[Task description]
Go through the material and return every line that contains the string "fabs".

[Input data]
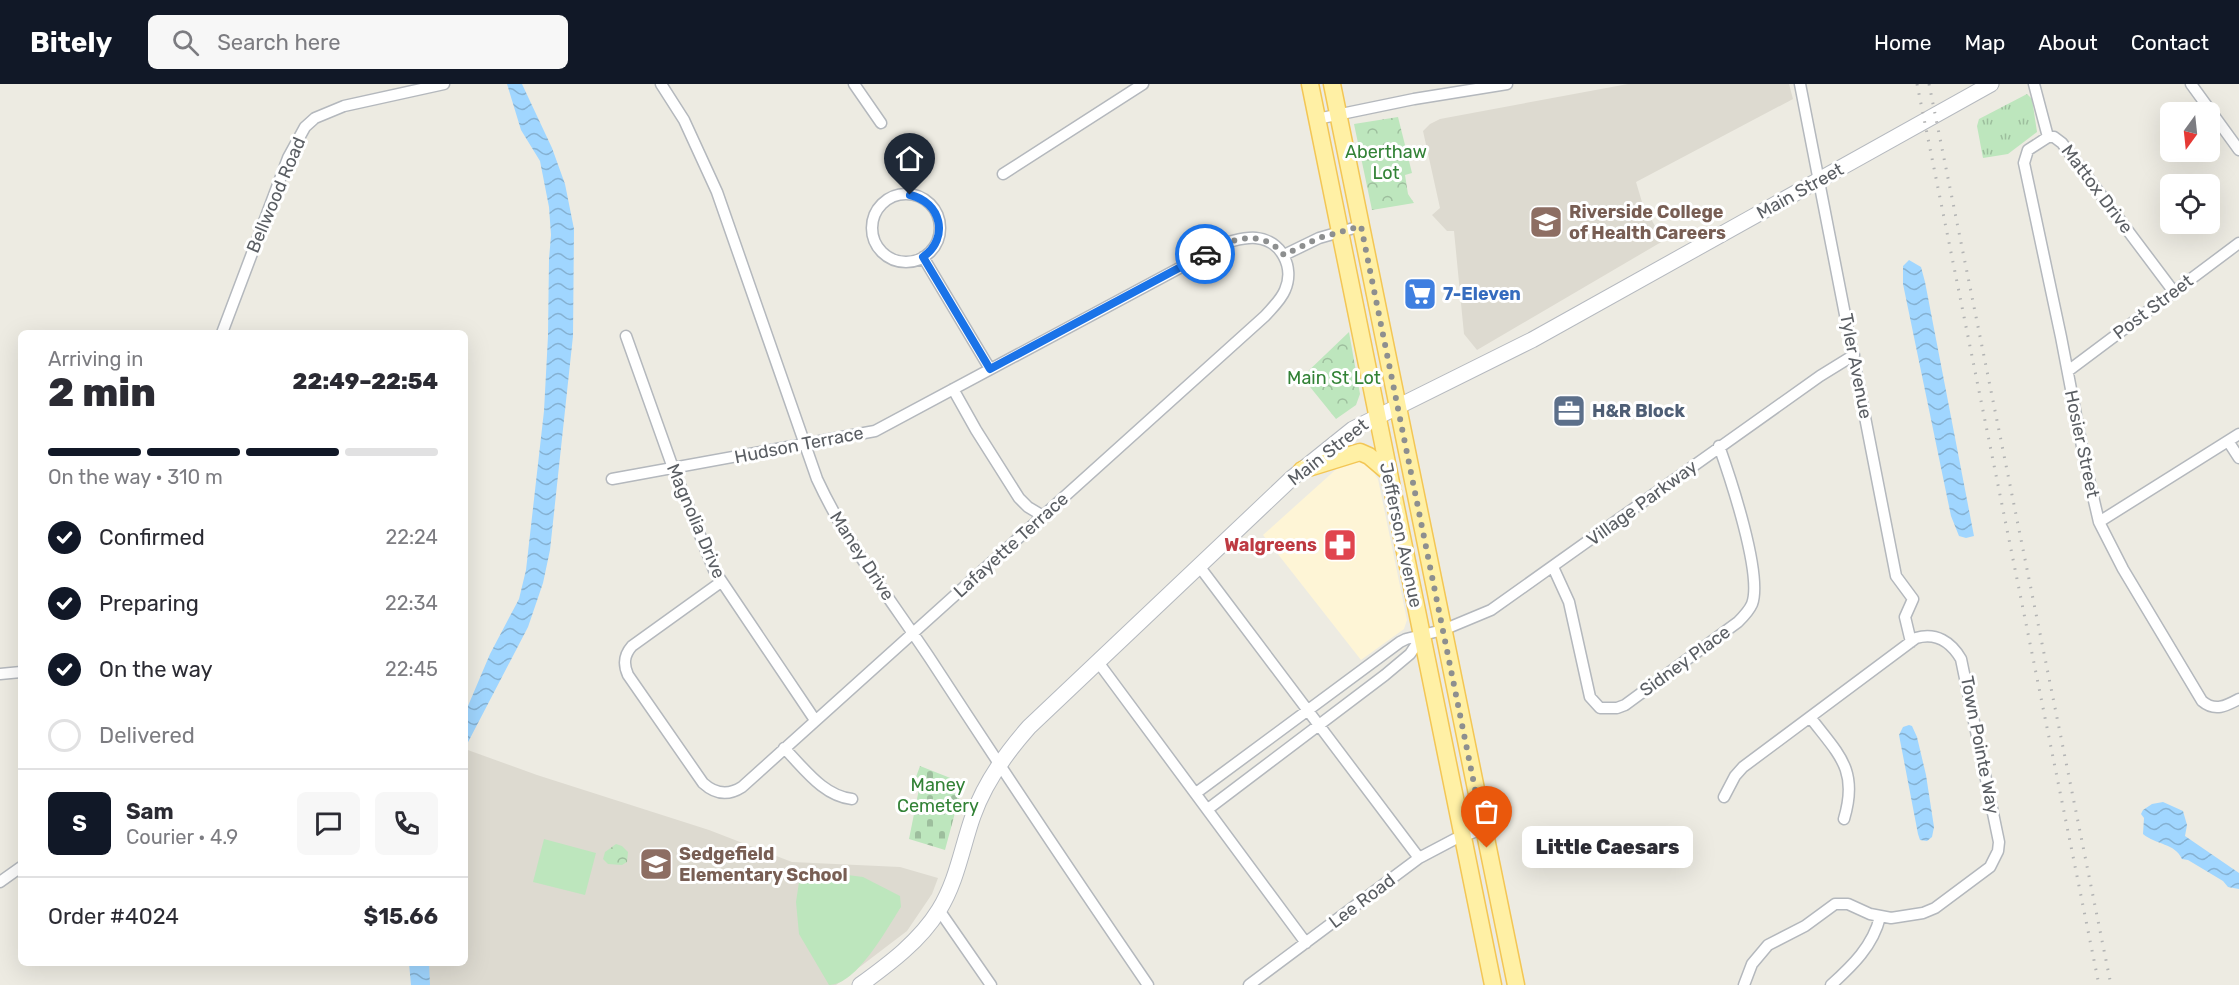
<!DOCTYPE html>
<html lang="en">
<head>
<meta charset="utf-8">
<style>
	body { margin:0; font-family:Rubik,sans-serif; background:#f7f7f7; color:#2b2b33; height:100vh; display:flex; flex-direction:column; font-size:22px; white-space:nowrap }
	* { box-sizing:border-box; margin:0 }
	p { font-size:20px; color:#7c7c81 }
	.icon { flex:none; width:33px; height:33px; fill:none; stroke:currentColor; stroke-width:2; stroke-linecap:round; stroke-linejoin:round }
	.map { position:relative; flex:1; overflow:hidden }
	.sheet { position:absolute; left:18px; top:246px; width:450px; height:636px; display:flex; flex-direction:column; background:#fff; border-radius:9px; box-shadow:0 6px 24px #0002 }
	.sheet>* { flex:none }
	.needle { width:39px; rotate:195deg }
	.fabs { position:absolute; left:2160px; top:18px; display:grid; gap:12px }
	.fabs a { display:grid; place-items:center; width:60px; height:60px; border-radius:9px; background:#fff; box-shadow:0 6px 24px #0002; font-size:30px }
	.pin { position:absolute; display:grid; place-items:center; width:51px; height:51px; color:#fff; margin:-62px -26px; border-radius:50% 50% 50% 0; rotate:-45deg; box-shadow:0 0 6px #0007 }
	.pin .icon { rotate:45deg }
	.courier { position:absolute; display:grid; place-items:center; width:60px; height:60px; margin:-30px; border:4px solid #1a73e8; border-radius:50%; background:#fff; color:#222; box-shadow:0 2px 8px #0007 }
	.bubble { position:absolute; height:42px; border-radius:9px; background:#fff; box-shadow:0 6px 24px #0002; font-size:20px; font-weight:800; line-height:42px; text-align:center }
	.summary em { font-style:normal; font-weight:800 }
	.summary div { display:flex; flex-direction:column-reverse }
	.summary { display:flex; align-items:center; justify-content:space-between; height:102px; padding:0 30px }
	h1 { font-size:39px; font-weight:800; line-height:45px }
	.bar { display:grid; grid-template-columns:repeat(4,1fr); gap:9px 6px; align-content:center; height:72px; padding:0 30px }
	.bar i { height:8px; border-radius:4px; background:#e1e1e2 }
	.bar .active { background:#111827 }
	.bar p { grid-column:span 4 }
	.line { display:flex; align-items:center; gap:15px; padding:0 30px; border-top:2px solid #e1e1e2 }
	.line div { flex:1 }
	.round { display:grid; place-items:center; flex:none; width:63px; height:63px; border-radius:9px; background:#f7f7f7 }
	ol { padding:0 30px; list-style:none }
	li { display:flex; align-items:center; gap:18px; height:66px }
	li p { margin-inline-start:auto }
	li .icon { padding:6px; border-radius:50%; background:#111827; color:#fff; stroke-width:4 }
	li:last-child { color:#7c7c81 }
	li i { width:33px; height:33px; border:3px solid #e1e1e2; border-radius:50% }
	header { display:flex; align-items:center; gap:36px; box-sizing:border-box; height:84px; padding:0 30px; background:#111827; color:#fff }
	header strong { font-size:28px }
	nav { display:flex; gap:33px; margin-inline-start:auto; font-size:21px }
	.search { width:420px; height:54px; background:#f7f7f7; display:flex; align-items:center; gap:15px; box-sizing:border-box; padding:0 21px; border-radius:9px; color:#7c7c81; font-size:22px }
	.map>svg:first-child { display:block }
	.commercial { fill:#fef5d6 }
	.education { fill:#dddad0 }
	.grass { fill:url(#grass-tufts) }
	.forest { fill:url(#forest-crowns) }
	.cemetery { fill:url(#cemetery-stones) }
	.pitch { fill:#bde6bd }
	.water { fill:url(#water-waves) }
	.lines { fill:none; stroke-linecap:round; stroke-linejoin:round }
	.street-casing { stroke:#b4b8bd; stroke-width:13 }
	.secondary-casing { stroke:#b5b9bf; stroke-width:17 }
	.primary-casing { stroke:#f3c655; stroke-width:19 }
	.street { stroke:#fff; stroke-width:10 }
	.secondary { stroke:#fff; stroke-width:15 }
	.primary { stroke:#fff0a5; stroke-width:16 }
	.rail { stroke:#b3b4b4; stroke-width:3; stroke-dasharray:1.5 8; stroke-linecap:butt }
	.done { stroke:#8d8f8f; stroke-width:6; stroke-dasharray:0 10.8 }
	.route { stroke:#1a73e8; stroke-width:8 }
	.labels { text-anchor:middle; stroke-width:6; stroke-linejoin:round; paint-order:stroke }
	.park-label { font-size:18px; fill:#328236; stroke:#fff }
	.street-label { font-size:18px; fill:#5a5e63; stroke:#fff }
	.education-label { font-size:18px; font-weight:bold; fill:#785e54; stroke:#fff; text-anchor:start }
	.shop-label { font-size:18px; font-weight:bold; fill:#366cbe; stroke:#fff; text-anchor:start }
	.service-label { font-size:18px; font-weight:bold; fill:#4e5e75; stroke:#fff; text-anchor:start }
	.health-label { font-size:18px; font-weight:bold; fill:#be3a42; stroke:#fff; text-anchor:end }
</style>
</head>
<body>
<header>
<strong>Bitely</strong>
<div class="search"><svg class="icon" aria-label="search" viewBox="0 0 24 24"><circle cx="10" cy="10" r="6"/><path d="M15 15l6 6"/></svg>Search here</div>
<nav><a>Home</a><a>Map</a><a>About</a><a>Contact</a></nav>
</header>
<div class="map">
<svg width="2239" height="901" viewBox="0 0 2239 901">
	<defs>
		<pattern id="grass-tufts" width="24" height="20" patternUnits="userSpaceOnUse" patternTransform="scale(1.5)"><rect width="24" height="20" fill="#bde6bd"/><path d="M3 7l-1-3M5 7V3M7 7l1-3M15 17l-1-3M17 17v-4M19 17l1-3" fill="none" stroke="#9dbe9d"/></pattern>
		<pattern id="forest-crowns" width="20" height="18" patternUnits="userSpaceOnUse" patternTransform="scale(1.5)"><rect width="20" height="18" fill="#bde6bd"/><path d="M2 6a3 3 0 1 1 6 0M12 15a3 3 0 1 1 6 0" fill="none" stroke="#9dbe9d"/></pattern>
		<pattern id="cemetery-stones" width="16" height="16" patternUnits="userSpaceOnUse" patternTransform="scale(1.5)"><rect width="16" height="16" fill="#bde6bd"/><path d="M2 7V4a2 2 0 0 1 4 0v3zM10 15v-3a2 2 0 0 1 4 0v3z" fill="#9dbe9d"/></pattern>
		<pattern id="water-waves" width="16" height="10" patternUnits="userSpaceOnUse" patternTransform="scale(1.5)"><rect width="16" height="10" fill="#a0d6ff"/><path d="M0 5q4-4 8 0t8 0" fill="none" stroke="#85b1d2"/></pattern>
	</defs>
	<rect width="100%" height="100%" fill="#edebe2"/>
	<!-- commercial -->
	<path class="commercial" d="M1355 376 1369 381 1378 395 1407 536 1404 545 1361 576 1263 451 1342 380Z"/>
	<!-- education -->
	<path class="education" d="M1628 0H1789L1793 15 1636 98 1642 118 1663 157 1477 266 1464 250 1454 147H1447L1432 131 1440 124 1423 47 1430 40 1440 35Z
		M465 665 537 691 709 746 792 778 900 783 938 794 932 810 907 847 836 901H418V879H465Z"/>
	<!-- grass -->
	<path class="grass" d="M2027 10 2032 15 2037 48 2008 70 1983 74 1977 42 1979 35Z"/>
	<!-- forest -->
	<path class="forest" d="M1398 33 1412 89 1405 91 1408 110 1414 119 1372 126 1354 40Z
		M1349 248 1360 310 1356 321 1336 335 1302 293Z
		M616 760 622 762 628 768 627 778 622 781 608 780 603 775 605 768Z"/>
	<!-- cemetery -->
	<path class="cemetery" d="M920 682 963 699 945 766 909 755 921 695 916 693Z"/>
	<!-- pitch -->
	<path class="pitch" d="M544 755 596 769 585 811 533 798Z
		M801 785 863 793 900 812 901 823C887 844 857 901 829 901L799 850 796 818Z"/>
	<!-- water -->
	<path class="water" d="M507 0H522L552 64 565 100 574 145 573 252 550 466 543 499 528 543 465 664V629L490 570 519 515 526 486 544 327 548 252 549 175 551 151 549 123 540 77 521 46Z
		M1909 176 1921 183 1925 198 1974 452 1966 454 1959 452 1951 432 1903 200V182Z
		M1909 641 1912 642 1917 653 1926 691 1934 743 1932 753 1927 757 1920 756 1918 750 1899 651 1903 643Z
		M2163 718 2183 727 2187 741 2185 752 2239 789V805L2228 803 2223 797 2188 776 2182 775C2175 759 2156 761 2143 750L2144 734 2141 730 2143 726 2152 720Z
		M409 879H429L430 901H411Z"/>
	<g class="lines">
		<!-- street casing -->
		<g class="street-casing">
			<path id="street" d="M661 0 684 36 717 108 817 395C847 460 891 516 931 576 1002 685 1074 793 1148 901
				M854 0 881 39
				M1800 0 1896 492 1913 515 1905 533 1911 558
				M2034 0 2048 53
				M2191 0 2239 66
				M1317 35 1414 15 1507 0
				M2048 53 2028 66 2024 79 2061 253 2085 378 2099 438 2123 485 2202 617C2215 628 2226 622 2239 615
				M2048 53H2054L2062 59 2174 208
				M1003 90 1143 0
				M872 144a34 34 0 1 1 68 0a34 34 0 1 1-68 0Z
				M1284 171 1319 154 1361 142
				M923 173 990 285
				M222 249 288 74 305 43 315 34 344 22 444 0
				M626 252 673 384 714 486 815 636
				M2068 287 2239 159
				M953 305 976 346 1019 414 1028 423 1043 432
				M2228 357 2239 374
				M612 395 875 347 1228 158C1237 156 1246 153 1256 154 1281 156 1295 183 1285 206 1281 216 1272 224 1265 232L742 703C728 712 715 710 703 699L628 591C623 580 624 571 632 562L721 498
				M2099 438 2239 350
				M1199 482 1419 774
				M1553 483 1569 518 1590 613 1600 624H1617L1625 621 1738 538C1743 533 1749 527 1752 520 1763 491 1730 393 1719 362
				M1098 578 1306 859
				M0 590 21 588
				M1810 633C1838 670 1859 685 1844 735
				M784 664C804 684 823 712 852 715
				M1196 709 1400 558 1406 555 1443 546 1491 526 1820 292 1854 271
				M1724 713 1735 692 1743 683 1916 554C1936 548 1951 558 1961 575L1999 758 1998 767 1990 783 1935 824 1923 829 1891 834 1870 830 1848 820H1835L1805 842 1768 861 1752 880 1744 901
				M1208 725 1385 591 1410 570 1422 552
				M0 798 21 783
				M939 826 991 901
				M1249 901 1419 774 1455 755 1483 745
				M1831 901C1852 882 1873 862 1880 833"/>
		</g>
		<!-- secondary casing -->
		<g class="secondary-casing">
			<path id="secondary" d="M860 901C889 880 920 857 939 826 957 797 962 763 973 732 985 698 1006 669 1029 643L1292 394 1353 345 1532 256 1991 0"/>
		</g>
		<!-- primary casing -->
		<g class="primary-casing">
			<path id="primary" d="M1310 0 1493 901
				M1332 0 1516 901
				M1302 386 1360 368 1369 372 1389 389"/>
		</g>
		<!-- street -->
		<use href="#street" class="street"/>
		<!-- secondary -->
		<use href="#secondary" class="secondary"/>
		<!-- primary -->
		<use href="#primary" class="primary"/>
		<!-- rail -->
		<path class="rail" d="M1917 0 2099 901
			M1929 0 2111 901"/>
	</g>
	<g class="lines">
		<!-- done -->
		<path class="done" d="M1205 170C1230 154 1262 144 1284 171L1319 154 1361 142 1487 764"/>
		<!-- route -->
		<path class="route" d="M910 111C941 118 950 154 923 173L990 285 1205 170"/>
	</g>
	<!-- icons -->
	<defs>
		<g id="university-square" transform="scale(1.725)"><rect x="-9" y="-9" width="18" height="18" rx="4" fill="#8d6e63" stroke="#fff"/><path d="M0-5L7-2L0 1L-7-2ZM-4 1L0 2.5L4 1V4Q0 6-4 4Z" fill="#fff"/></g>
		<g id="supermarket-square" transform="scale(1.725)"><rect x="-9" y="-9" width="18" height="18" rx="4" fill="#3f7fe0" stroke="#fff"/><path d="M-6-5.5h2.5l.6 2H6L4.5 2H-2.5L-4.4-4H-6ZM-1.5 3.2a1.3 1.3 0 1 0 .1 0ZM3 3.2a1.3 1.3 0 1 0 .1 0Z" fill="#fff"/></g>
		<g id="office-square" transform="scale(1.725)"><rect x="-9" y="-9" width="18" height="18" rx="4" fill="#5c6f8a" stroke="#fff"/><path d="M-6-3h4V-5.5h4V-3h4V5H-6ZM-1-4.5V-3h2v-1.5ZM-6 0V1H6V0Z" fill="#fff"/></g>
		<g id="pharmacy-square" transform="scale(1.725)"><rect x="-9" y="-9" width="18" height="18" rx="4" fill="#e0444e" stroke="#fff"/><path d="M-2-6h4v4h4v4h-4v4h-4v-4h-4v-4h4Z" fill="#fff"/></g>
		<g id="school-square" transform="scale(1.725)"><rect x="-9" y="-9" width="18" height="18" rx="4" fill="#8d6e63" stroke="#fff"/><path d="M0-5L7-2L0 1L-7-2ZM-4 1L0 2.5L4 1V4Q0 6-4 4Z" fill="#fff"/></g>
	</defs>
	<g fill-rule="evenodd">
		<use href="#university-square" x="1546" y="138"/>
		<use href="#supermarket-square" x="1420" y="210"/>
		<use href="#office-square" x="1569" y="327"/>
		<use href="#pharmacy-square" x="1340" y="461"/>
		<use href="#school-square" x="656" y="780"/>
	</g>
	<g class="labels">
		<!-- park labels -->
		<g class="park-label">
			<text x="1386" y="74">Aberthaw<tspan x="1386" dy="21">Lot</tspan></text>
			<text x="1334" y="300">Main St Lot</text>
			<text x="938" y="707">Maney<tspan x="938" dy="21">Cemetery</tspan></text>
		</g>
		<!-- street labels -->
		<g class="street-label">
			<text transform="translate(2097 105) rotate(53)" y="6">Mattox Drive</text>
			<text transform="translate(1800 107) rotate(-29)" y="6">Main Street</text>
			<text transform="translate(276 111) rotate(-67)" y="6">Bellwood Road</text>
			<text transform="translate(2153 223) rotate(-37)" y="6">Post Street</text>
			<text transform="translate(1856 282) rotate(79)" y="6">Tyler Avenue</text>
			<text transform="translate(2082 360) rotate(78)" y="6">Hosier Street</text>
			<text transform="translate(799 361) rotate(-11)" y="6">Hudson Terrace</text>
			<text transform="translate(1328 368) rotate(-38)" y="6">Main Street</text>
			<text transform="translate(1642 419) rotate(-36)" y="6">Village Parkway</text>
			<text transform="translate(696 437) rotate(67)" y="6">Magnolia Drive</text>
			<text transform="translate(1401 451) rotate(78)" y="6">Jefferson Avenue</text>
			<text transform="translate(1011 461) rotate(-42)" y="6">Lafayette Terrace</text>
			<text transform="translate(862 472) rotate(57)" y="6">Maney Drive</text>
			<text transform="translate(1685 577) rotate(-36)" y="6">Sidney Place</text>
			<text transform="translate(1980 661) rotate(79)" y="6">Town Pointe Way</text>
			<text transform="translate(1362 817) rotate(-37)" y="6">Lee Road</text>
		</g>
		<!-- education labels -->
		<g class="education-label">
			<text x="1569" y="134">Riverside College<tspan x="1569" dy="21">of Health Careers</tspan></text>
			<text x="679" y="776">Sedgefield<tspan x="679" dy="21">Elementary School</tspan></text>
		</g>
		<!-- shop labels -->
		<g class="shop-label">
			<text x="1443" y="216">7-Eleven</text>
		</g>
		<!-- service labels -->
		<g class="service-label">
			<text x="1592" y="333">H&amp;R Block</text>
		</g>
		<!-- health labels -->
		<g class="health-label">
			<text x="1317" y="467">Walgreens</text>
		</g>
	</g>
</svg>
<div class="fabs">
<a><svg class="needle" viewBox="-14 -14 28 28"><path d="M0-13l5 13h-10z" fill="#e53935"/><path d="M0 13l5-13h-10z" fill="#7c7c81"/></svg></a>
<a><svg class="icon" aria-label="locate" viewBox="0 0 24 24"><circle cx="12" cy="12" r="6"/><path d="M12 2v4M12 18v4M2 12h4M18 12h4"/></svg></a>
</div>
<div class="pin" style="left:1487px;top:764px;background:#ea580c"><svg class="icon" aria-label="bag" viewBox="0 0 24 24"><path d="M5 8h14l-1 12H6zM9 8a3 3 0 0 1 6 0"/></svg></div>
<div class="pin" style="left:910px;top:111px;background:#1f2937"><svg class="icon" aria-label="home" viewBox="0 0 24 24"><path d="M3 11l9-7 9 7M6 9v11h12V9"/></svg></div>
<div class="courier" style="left:1205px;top:170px"><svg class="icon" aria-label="car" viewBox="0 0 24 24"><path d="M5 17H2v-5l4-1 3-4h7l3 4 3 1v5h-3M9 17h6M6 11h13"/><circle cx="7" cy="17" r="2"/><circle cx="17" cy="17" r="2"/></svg></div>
<div class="bubble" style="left:1522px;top:742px;width:171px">Little Caesars</div>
<section class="sheet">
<div class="summary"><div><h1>2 min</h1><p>Arriving in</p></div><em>22:49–22:54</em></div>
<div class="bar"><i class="active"></i><i class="active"></i><i class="active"></i><i></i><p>On the way · 310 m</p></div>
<ol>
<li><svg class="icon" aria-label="check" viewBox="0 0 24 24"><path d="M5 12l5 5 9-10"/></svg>Confirmed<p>22:24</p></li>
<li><svg class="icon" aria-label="check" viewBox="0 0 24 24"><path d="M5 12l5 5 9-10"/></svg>Preparing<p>22:34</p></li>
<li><svg class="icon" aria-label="check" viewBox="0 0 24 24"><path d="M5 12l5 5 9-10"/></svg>On the way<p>22:45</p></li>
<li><i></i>Delivered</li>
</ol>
<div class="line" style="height:108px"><b class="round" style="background:#111827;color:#fff">S</b><div><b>Sam</b><p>Courier · 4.9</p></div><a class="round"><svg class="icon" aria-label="chat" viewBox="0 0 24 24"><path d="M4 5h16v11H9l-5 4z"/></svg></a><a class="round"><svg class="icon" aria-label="phone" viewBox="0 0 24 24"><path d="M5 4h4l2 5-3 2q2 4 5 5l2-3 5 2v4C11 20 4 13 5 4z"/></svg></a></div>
<div class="line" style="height:78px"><div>Order #4024</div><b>$15.66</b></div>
</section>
</div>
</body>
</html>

[Task solution]
	.fabs { position:absolute; left:2160px; top:18px; display:grid; gap:12px }
	.fabs a { display:grid; place-items:center; width:60px; height:60px; border-radius:9px; background:#fff; box-shadow:0 6px 24px #0002; font-size:30px }
<div class="fabs">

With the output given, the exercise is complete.